Tag: intensive

Painting Intensive: Part 3:

Today we will start by looking at the work of Paul Cezanne and his use of Atmospheric perspective.

Paul Cézanne was a French artist and Post-Impressionist painter whose work laid the foundations of the transition from the 19th-century conception of artistic endeavour to a new and radically different world of art in the 20th century.

 

So how does this relate to what we will be studying today? Today we will be looking at and practicing atmospheric perspective.

Aerial perspective or atmospheric perspective refers to the effect the atmosphere has on the appearance of an object as it is viewed from a distance. As the distance between an object and a viewer increases, the contrast between the object and its background decreases, and the contrast of any markings or details within the object also decreases. So remember when we were playing around with contrast yesterday, well now we have a continuation of the importance of contrast in the form of how contrast decreases as we go further back in space. To put it really simply, stuff gets blurrier as it goes into the distance. In the selected Cezanne paintings above we can see how he used atmospheric perspective to achieve a sense of depth (even though Cezanne was all about flattening the picture plane). Check out the Da Vinci below, that’s the Virgin on the Rocks and is also a great example of how atmospheric perspective works.

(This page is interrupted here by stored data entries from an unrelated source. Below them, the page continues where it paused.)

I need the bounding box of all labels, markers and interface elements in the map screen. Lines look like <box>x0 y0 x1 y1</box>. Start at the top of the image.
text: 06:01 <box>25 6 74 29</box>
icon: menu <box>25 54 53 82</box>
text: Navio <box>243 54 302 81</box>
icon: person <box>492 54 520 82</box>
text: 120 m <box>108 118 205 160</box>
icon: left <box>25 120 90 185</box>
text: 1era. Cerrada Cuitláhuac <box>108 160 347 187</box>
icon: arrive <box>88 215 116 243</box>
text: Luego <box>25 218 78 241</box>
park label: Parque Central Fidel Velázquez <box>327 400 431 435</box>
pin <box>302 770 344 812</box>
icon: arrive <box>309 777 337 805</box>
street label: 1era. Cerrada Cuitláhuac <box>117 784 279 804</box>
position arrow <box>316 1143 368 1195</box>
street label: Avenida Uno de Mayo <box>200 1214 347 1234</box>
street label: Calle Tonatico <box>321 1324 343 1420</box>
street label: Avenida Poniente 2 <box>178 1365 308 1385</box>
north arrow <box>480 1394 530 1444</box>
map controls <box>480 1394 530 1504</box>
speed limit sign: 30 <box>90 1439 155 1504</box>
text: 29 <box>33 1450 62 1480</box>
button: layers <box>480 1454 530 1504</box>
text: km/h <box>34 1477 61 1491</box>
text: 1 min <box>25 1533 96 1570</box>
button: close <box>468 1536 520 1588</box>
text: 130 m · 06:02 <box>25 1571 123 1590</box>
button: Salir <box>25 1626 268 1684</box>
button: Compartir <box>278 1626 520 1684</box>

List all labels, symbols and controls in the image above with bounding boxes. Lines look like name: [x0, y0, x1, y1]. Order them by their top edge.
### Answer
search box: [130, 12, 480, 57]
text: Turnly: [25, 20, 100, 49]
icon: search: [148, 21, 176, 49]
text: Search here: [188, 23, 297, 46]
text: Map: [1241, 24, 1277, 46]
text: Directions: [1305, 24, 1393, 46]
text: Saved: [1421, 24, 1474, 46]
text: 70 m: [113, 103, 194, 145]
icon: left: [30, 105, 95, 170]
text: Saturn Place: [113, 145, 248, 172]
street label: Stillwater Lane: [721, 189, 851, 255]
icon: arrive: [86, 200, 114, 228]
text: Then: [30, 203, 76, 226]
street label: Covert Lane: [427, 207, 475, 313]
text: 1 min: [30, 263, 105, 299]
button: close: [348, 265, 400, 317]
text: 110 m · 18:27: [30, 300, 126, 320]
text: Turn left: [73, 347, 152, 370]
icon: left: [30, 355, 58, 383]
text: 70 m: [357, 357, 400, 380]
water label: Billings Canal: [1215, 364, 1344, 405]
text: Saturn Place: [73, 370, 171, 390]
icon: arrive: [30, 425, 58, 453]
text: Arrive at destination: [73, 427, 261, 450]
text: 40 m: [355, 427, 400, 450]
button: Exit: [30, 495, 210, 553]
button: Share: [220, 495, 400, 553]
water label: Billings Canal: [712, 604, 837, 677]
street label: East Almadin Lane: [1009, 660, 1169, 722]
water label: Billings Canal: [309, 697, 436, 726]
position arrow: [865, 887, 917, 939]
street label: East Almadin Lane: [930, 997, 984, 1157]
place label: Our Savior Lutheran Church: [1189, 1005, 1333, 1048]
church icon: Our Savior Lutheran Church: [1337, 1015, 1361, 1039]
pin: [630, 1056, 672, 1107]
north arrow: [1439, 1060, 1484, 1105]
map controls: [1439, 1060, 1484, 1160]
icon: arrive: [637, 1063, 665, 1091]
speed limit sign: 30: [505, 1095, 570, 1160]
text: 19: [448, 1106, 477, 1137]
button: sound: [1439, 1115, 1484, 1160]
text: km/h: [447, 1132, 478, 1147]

Your task will be to work from these landscape photos to create a work which exhibits the qualities of atmospheric perspective. Since we are working with watercolors the key will be to water down the colors more as they fade into the distance, and use higher concentration of colors for the foreground. Remember that these principles can be applied to any painting and that the key isn’t necessarily only to learn how to use this principle in landscape painting, but also in other situation where you want the background to recede. Here in Prague, Czech Republic it is often easy to see atmospheric perspective at play in the hills west of Prague where we will go in a few weeks for some Plein Air painting. So consdier this some preparatory work.

 

Painting Intensive: Part 5

This Part’s artist is Josef Albers

Josef Albers was a German-born American artist and educator whose work, both in Europe and in the United States, formed the basis of some of the most influential and far-reaching art education programs of the 20th century.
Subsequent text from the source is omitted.